Current Issues, Historic Roots

Why does Love Thy Body focus more on how these trends affect individuals rather than society?

Pearcey: Frankly, knowing the social harms is not going to change lives. Maybe people should care more. But if you try to explain to someone how homosexuality is socially harmful, the individual will dismiss you. Sorry, this is what feels right to me. I’m not going to deny my own impulses and feelings because it harms “societal norms.”

For someone who is really struggling with this, it feels like life and death. They’re not going to give up what feels like life to them for some vague impact on civilization. They’re just not. That’s why I spent most of Love Thy Bodyon how it affects the individual, while the final chapter deals with social harms.

Where did these trends and ideas originate?

Pearcey: What the transgender movement is saying — that the body is not part of your authentic self — has a long history. It goes all the way back to Plato, who said the body is the “prison house of the soul.” At the beginning of the modern age, Descartes located personal identity in the mind (“I think, therefore I am”) and reduced the body to a machine.

Then Darwin said nature is a product of blind forces, which means the body has no intrinsic purpose. With this history, you can see why today secular liberalism sees the body as only raw material, which the mind is free to use how it wants. Lesbian feminist Camille Paglia defends homosexuality in exactly those terms.

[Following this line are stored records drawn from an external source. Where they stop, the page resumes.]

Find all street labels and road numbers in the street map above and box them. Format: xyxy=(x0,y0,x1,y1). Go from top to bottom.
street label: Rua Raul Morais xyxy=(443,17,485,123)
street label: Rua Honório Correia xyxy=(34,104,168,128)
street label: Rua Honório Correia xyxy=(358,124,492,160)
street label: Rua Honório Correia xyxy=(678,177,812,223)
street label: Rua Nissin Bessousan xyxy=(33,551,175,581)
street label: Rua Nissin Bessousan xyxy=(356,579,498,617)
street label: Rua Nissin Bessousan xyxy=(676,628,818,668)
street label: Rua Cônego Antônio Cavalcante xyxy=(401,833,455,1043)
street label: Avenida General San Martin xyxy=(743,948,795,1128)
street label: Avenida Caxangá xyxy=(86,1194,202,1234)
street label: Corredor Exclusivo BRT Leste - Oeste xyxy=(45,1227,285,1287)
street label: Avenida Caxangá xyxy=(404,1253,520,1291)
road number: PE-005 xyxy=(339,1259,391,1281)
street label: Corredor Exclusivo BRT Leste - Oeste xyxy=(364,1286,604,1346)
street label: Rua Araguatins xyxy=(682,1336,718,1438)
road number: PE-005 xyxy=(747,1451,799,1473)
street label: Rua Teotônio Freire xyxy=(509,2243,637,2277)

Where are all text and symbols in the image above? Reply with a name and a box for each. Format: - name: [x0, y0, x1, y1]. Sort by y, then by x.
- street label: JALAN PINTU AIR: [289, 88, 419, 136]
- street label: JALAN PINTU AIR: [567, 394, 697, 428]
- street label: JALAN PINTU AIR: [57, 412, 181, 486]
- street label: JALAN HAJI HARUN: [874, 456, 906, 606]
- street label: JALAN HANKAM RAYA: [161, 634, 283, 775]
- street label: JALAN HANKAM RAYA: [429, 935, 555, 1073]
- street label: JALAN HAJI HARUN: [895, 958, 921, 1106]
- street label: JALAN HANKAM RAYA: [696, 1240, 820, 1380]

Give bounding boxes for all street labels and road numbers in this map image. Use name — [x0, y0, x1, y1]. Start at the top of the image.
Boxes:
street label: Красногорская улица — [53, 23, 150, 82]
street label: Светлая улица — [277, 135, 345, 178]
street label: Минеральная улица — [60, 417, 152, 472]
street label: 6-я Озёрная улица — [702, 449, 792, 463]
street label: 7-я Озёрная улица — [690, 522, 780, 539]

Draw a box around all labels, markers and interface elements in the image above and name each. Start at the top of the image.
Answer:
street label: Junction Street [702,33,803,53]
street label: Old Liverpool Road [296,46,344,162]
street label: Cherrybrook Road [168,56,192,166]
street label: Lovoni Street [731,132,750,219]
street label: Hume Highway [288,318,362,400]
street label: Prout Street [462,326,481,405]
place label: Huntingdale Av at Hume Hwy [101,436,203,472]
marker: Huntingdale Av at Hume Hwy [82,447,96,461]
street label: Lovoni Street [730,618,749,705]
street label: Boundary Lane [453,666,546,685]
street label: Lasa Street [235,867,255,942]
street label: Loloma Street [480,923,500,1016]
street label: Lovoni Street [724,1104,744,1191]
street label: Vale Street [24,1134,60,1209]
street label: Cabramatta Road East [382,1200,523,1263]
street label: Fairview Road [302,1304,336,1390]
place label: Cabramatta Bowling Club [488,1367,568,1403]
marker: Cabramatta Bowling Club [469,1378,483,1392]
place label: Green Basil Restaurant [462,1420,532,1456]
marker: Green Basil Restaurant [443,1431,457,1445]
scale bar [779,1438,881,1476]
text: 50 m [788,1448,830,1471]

She writes that nature has made us male and female, but then asks, “Why not defy nature?” After all, “Fate, not God, has given us this flesh. We have absolute claim to our bodies and may do with them as we see fit.” In other words, if our bodies are merely products of material forces, then they convey no moral message, give no clue to our identity and have no inherent purpose we are obligated to respect.

What the transgender movement is saying — that the body is not part of your authentic self — has a long history. It goes all the way back to Plato, who said the body is the “prison house of the soul.”

The thinker most responsible for postmodern sexual theory is Immanuel Kant. He believed the mind essentially creates the world as we know it — that the world is a social construction. Judith Butler, founder of queer theory, took that to its logical conclusion: sex, too, is a social construction in her view. In this completely postmodern world, gender is totally disassociated from body and can be anything you want it to be.

I’m always reading social media to see what real people think about these things. Last night on my Facebook page, someone asked, What’s wrong with people being whatever gender they want to be? In a casual chat, there were Judith Butler’s postmodern views on sexuality. It’s permeated the culture.
Concerns about Faith, Hope — and Texas

How has your own journey lately informed how you see these trends?

Pearcey: We lived for more than 20 years here in Washington, DC. There tends to be this sharp divide in the Northeast. If you’re not a Christian, you don’t pretend and go to church just for cultural reasons.

When I moved to Texas, it was culture shock. There is a lot of cultural Christianity, and I wasn’t used to that. I’ll give you an example. Talking to an undergrad class, I was trying to get them excited about the truths of Christianity. I was telling the students they needed to be fully committed in order to face the challenges of living in a secularized world.

One of my students said, “Professor Pearcey, Relax — this is Texas.” He felt that we were buffered from these trends because Texas is so much more conservative. But, wait a minute. Houston has a lesbian mayor. You’re not insulated from these trends just because you live in Texas.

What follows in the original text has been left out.